Records for processing:
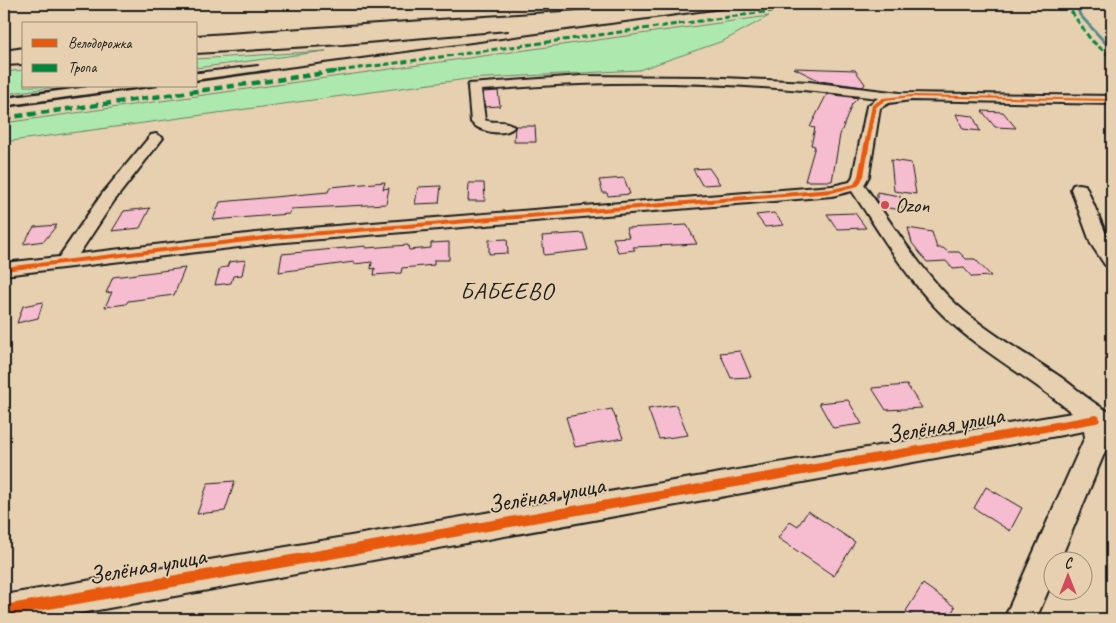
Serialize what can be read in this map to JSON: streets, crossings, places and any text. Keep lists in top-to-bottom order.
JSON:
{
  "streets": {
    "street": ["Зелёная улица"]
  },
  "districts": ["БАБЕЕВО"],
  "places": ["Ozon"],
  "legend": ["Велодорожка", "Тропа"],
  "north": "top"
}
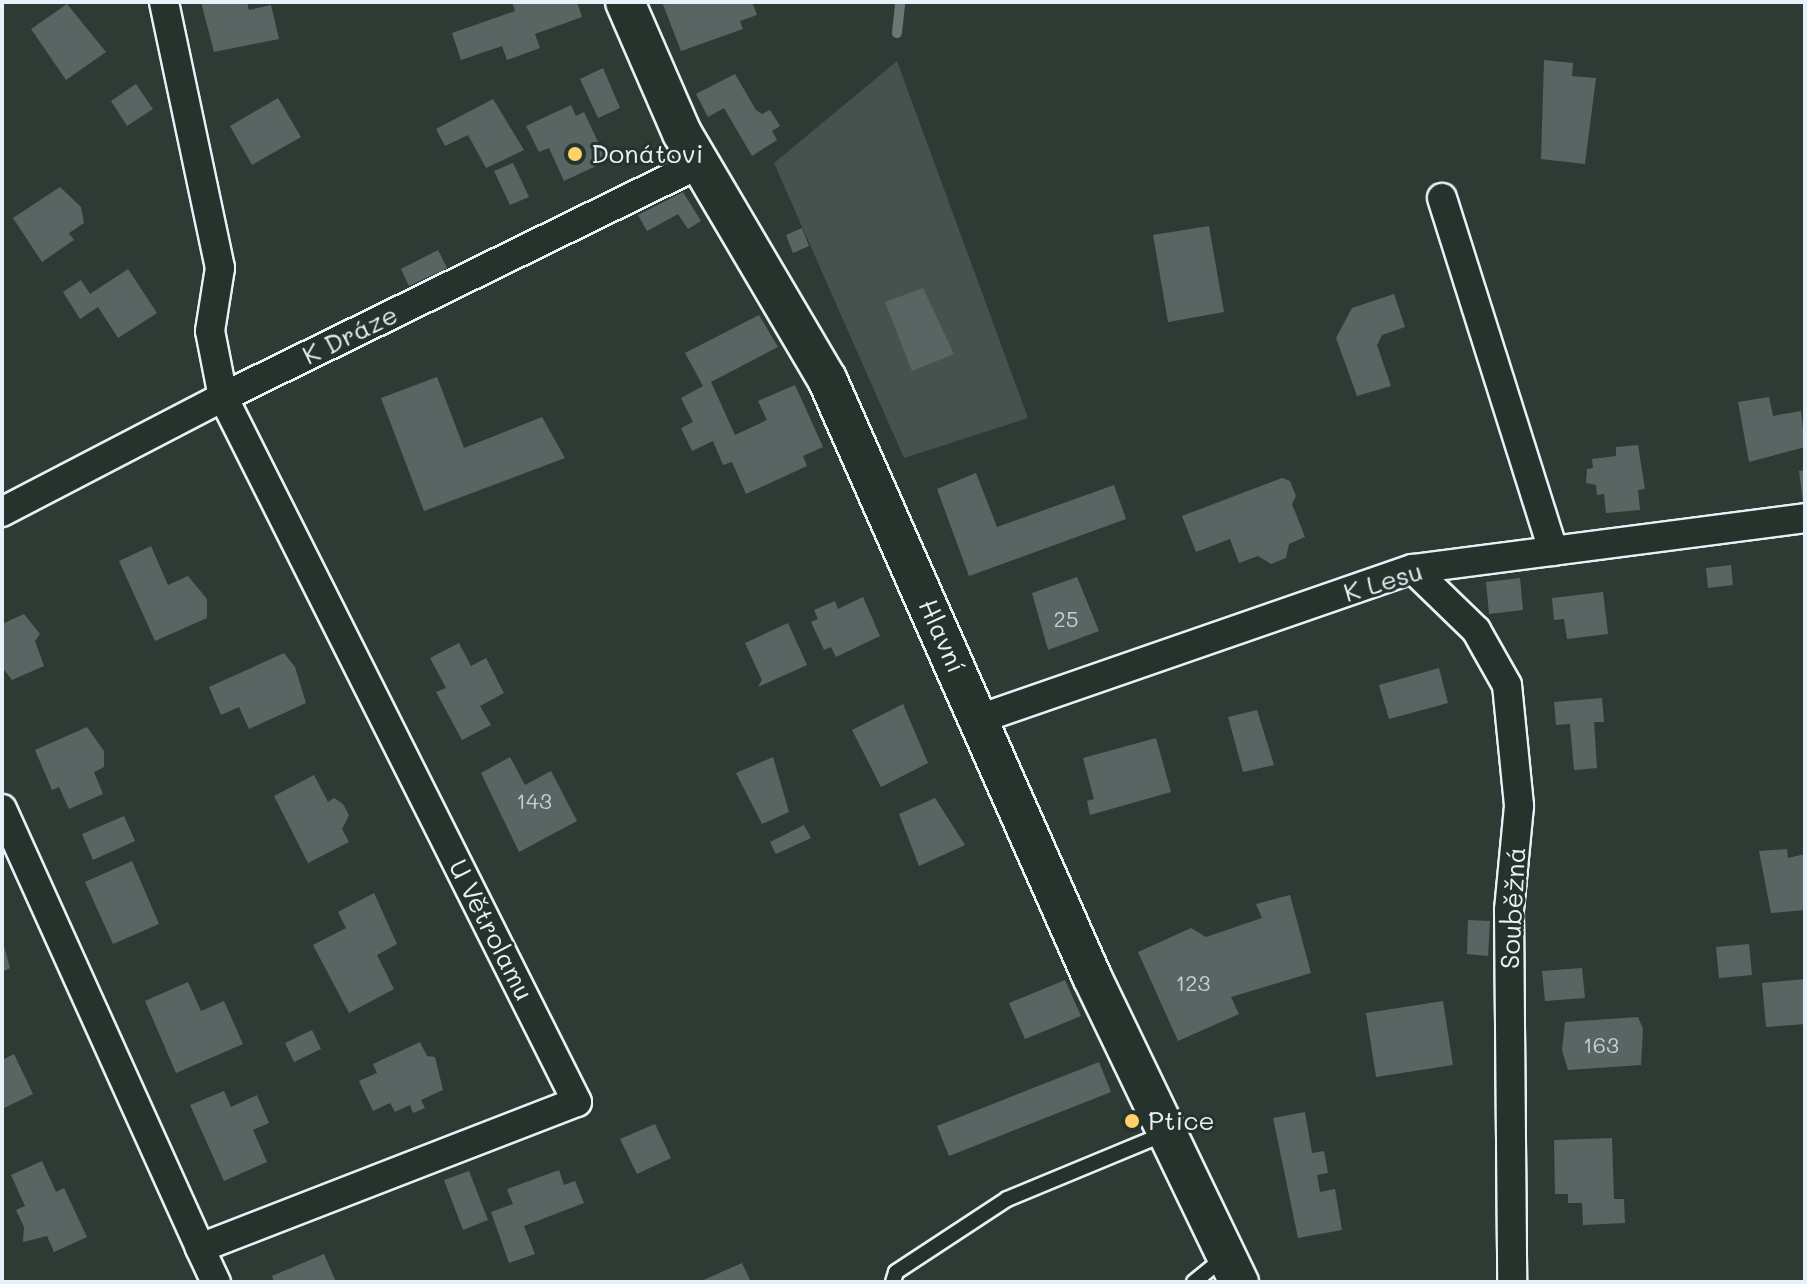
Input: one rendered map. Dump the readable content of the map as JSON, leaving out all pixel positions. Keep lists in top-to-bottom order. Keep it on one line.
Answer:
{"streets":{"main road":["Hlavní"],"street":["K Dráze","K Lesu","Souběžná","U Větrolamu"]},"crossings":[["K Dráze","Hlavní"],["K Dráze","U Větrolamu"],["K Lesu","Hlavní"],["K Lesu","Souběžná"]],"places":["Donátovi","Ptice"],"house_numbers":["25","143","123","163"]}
==
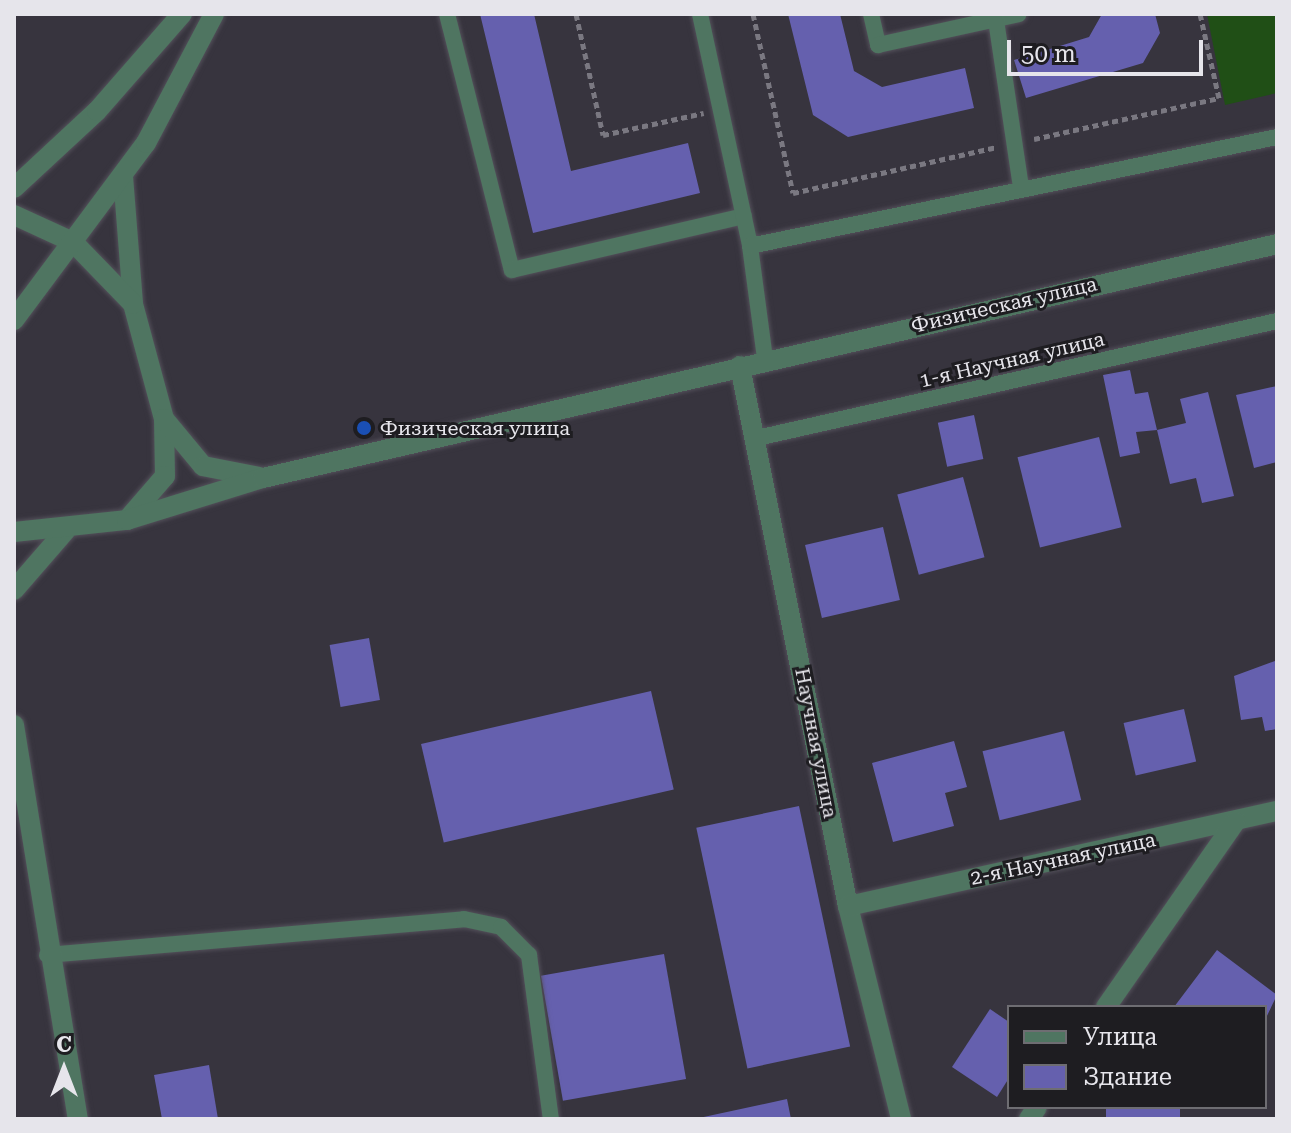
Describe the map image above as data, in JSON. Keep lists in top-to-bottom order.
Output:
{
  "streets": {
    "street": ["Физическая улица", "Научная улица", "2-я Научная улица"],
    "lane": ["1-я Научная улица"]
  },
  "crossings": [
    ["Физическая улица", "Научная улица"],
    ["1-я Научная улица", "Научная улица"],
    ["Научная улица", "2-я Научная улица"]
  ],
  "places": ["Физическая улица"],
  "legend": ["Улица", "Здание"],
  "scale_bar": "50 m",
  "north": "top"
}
--
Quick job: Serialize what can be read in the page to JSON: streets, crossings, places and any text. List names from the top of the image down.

Brief: Search the material above for "Keep". Copy each line that has it.

Exercise answer:
Serialize what can be read in this map to JSON: streets, crossings, places and any text. Keep lists in top-to-bottom order.
Input: one rendered map. Dump the readable content of the map as JSON, leaving out all pixel positions. Keep lists in top-to-bottom order. Keep it on one line.
Describe the map image above as data, in JSON. Keep lists in top-to-bottom order.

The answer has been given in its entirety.